According to a recent report by Daily Mail, ISRO was one of five government agencies to come under their attack. However, the officials from the Indian space agency denied that the attack impacted the Moon mission.

Reportedly, ISRO employees accidentally installed malware on to their systems after opening phishing emails from North Korean spammers.

ISRO was targeted by North Korean hackers during Chandrayaan 2 mission: Report

GSLV MkIII at Sriharikpta launchpad. Image: ISRO

Another report from the Financial Times suggests that ISRO was informed about the attack in September.

The said attack was apparently conducted using DTrack,  a type of malware, the US authorities believe, is linked to the Lazarus group controlled by the North Korean government.

A report by cybersecurity firm Kaspersky, the malware has been detected in financial institutions and research centres in 18 Indian states.
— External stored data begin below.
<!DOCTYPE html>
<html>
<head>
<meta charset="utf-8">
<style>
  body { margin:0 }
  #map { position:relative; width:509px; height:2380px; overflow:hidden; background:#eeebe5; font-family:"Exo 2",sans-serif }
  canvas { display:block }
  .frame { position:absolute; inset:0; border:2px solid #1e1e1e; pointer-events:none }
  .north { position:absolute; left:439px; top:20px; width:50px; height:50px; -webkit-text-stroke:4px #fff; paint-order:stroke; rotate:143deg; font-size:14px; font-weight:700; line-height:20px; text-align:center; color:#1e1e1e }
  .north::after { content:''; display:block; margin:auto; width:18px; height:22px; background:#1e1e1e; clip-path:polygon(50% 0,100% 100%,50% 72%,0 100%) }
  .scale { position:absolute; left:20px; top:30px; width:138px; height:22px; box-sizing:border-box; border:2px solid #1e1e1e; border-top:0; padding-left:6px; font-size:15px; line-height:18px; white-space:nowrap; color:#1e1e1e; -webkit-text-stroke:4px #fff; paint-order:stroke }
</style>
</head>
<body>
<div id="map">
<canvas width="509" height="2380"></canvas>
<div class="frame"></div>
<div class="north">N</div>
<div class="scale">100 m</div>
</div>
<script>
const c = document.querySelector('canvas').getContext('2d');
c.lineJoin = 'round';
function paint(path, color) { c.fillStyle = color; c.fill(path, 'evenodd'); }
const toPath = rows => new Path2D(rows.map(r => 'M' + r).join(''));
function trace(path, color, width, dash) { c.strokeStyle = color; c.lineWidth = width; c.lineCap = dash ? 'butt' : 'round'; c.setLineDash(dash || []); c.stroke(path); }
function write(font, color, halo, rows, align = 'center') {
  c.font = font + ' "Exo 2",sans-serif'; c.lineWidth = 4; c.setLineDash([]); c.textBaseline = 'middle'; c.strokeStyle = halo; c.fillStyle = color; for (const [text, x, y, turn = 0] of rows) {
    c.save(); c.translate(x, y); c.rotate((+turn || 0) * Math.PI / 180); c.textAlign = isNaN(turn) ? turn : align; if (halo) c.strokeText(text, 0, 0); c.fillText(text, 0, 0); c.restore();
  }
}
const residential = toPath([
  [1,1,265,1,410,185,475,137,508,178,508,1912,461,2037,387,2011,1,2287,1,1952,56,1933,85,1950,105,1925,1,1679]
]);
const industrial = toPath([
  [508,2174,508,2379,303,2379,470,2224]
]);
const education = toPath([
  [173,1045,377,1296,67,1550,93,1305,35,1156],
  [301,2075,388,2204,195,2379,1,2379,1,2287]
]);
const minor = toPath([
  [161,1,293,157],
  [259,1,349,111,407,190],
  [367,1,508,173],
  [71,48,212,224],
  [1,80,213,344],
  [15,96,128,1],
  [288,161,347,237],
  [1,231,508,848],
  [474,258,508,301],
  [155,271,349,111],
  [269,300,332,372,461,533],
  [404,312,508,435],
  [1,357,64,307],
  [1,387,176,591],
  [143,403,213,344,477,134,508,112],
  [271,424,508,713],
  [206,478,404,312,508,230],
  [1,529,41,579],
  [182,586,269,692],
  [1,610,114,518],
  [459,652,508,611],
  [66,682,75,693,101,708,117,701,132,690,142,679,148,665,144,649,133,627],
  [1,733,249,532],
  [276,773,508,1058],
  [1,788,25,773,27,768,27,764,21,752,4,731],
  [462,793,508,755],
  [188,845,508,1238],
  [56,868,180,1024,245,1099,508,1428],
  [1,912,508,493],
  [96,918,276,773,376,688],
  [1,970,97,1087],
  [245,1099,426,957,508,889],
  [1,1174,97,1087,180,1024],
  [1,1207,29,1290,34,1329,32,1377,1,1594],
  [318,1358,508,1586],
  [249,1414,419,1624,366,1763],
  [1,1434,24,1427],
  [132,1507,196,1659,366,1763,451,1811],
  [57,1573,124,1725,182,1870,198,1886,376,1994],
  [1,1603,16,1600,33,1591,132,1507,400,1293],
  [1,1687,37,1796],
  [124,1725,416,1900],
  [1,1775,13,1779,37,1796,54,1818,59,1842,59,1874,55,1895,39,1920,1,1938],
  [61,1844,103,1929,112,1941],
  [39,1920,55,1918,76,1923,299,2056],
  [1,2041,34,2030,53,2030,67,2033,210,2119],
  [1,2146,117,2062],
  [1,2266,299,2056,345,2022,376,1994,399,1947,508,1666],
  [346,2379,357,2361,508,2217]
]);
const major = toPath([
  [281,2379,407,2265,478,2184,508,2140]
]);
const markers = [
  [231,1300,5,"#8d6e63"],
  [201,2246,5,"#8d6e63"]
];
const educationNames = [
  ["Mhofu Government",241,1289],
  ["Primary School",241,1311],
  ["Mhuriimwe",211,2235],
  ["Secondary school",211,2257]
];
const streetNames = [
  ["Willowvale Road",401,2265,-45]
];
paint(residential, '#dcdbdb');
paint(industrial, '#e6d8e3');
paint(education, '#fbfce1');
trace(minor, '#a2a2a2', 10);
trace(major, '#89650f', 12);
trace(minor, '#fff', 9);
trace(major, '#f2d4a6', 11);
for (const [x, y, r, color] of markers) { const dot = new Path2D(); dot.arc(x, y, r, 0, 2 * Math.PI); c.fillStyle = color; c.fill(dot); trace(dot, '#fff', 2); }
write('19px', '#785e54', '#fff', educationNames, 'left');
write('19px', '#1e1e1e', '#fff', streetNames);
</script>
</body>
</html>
The same malware is also believed to have affected the Kudankulam nuclear plant.

On 3 September the National Cyber Coordination Center, that was set up to help the country deal with malicious cyber activities and cyber warfare, received information from a US-based cybersecurity company that a “threat actor” had breached master “domain controllers” at the Nuclear Power Corporation of India Limited’s (NPCIL) Kudankulam nuclear plant as well as ISRO, with malware.

The malware was later identified as Dtrack and the officials at both these government agencies were informed about these security breaches on 4 September, two days before the scheduled Chandrayaan 2 moon landing attempt.

Dtrack is a virus that has been developed by a North Korean hacker group called Lazarus. It allows hackers to get complete control over a device and they can extract data, remotely.  Dtrack RAT (remote administration tool) can infiltrate systems with weak network security policies and password standards. Once implemented, it can access all available files and running processes, keylogging, browser history and host IP addresses, including information about available networks and active connections.